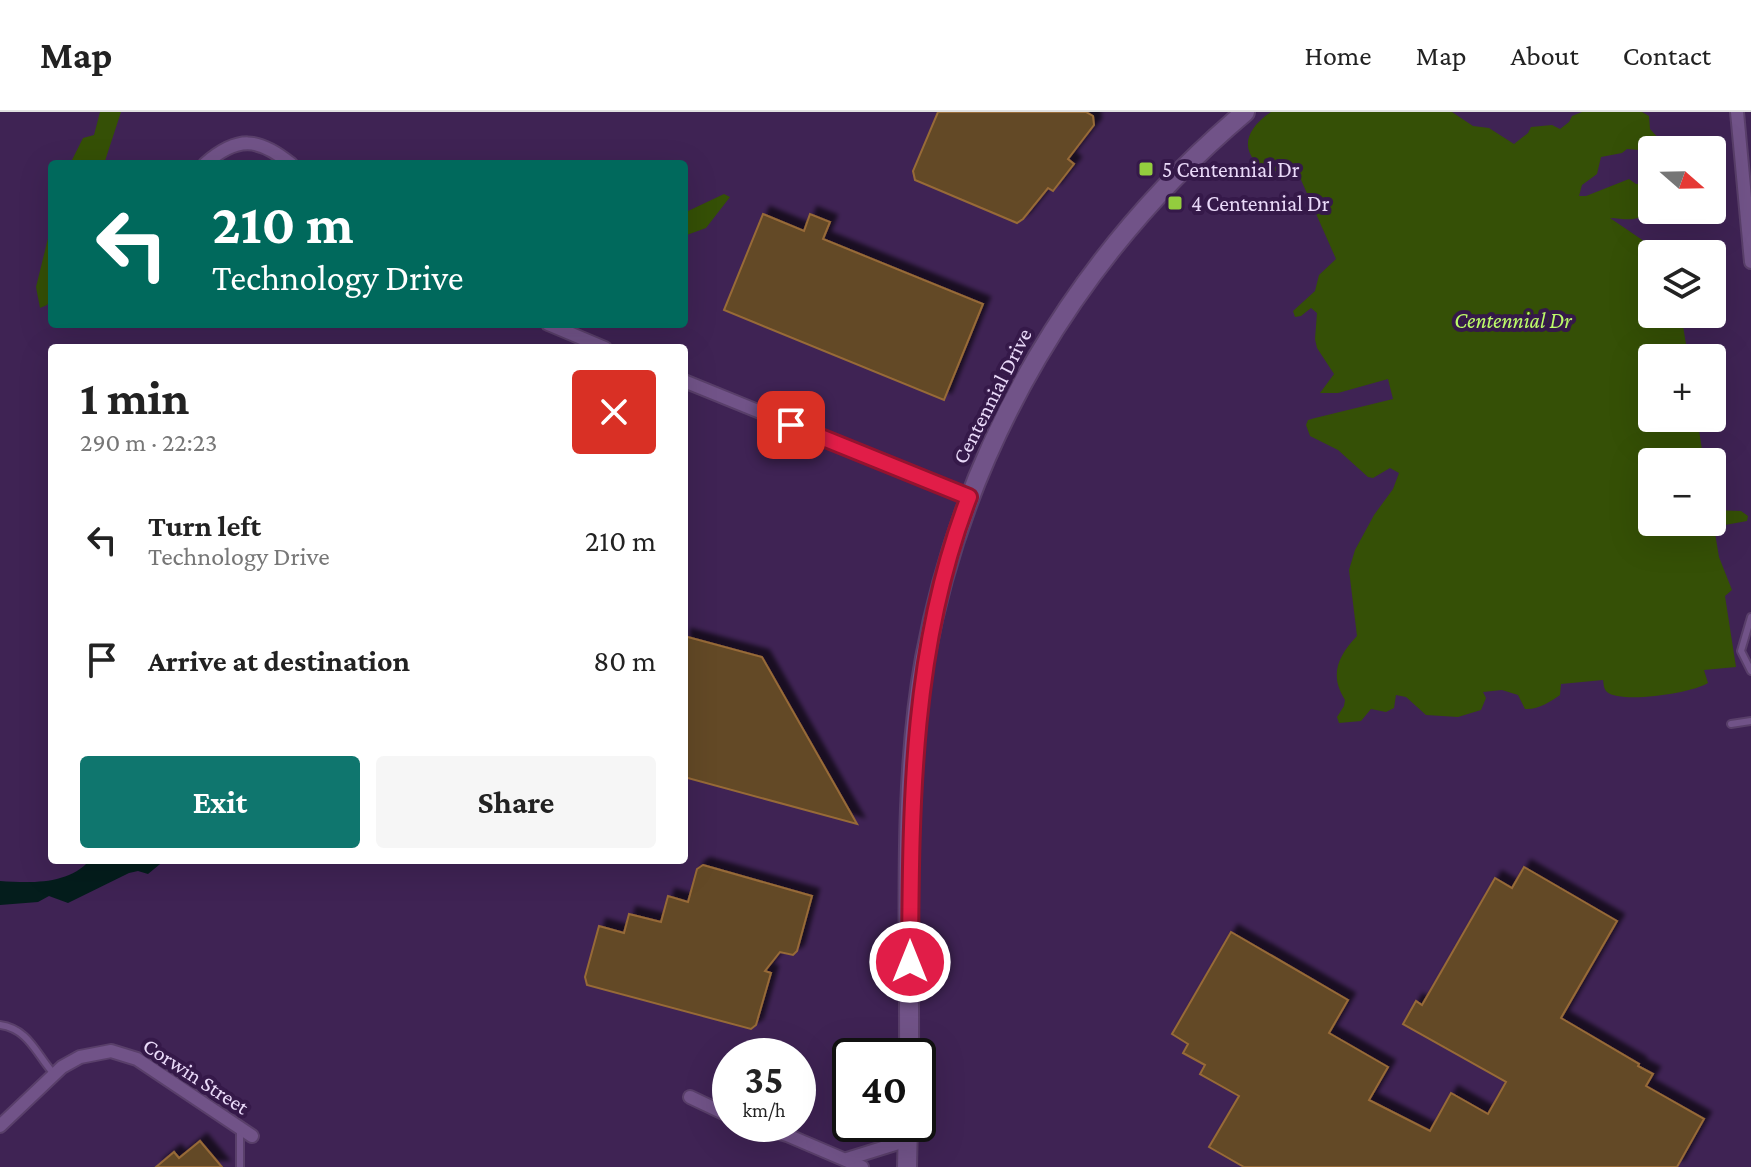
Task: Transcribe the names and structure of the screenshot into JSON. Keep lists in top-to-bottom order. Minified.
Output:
{"streets":{"street":["Centennial Drive","Corwin Street"]},"parks":["Centennial Dr"],"places":{"transit":["5 Centennial Dr","4 Centennial Dr"]},"north":"right","page":{"header":"Map","nav":["Home","Map","About","Contact"],"map_buttons":["+","−"],"turn":["210 m","Technology Drive"],"heading":["1 min","290 m · 22:23"],"list":[{"name":"Turn left","note":"Technology Drive","value":"210 m"},{"name":"Arrive at destination","value":"80 m"}],"buttons":["Exit","Share"],"speed":"35 km/h","limit":"40"}}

────────

To do: From the first line to the last, return the material above exactly, apart from the pictures.

Exercise answer:
Task: Transcribe the names and structure of the screenshot into JSON. Keep lists in top-to-bottom order. Minified.
Output:
{"streets":{"street":["Centennial Drive","Corwin Street"]},"parks":["Centennial Dr"],"places":{"transit":["5 Centennial Dr","4 Centennial Dr"]},"north":"right","page":{"header":"Map","nav":["Home","Map","About","Contact"],"map_buttons":["+","−"],"turn":["210 m","Technology Drive"],"heading":["1 min","290 m · 22:23"],"list":[{"name":"Turn left","note":"Technology Drive","value":"210 m"},{"name":"Arrive at destination","value":"80 m"}],"buttons":["Exit","Share"],"speed":"35 km/h","limit":"40"}}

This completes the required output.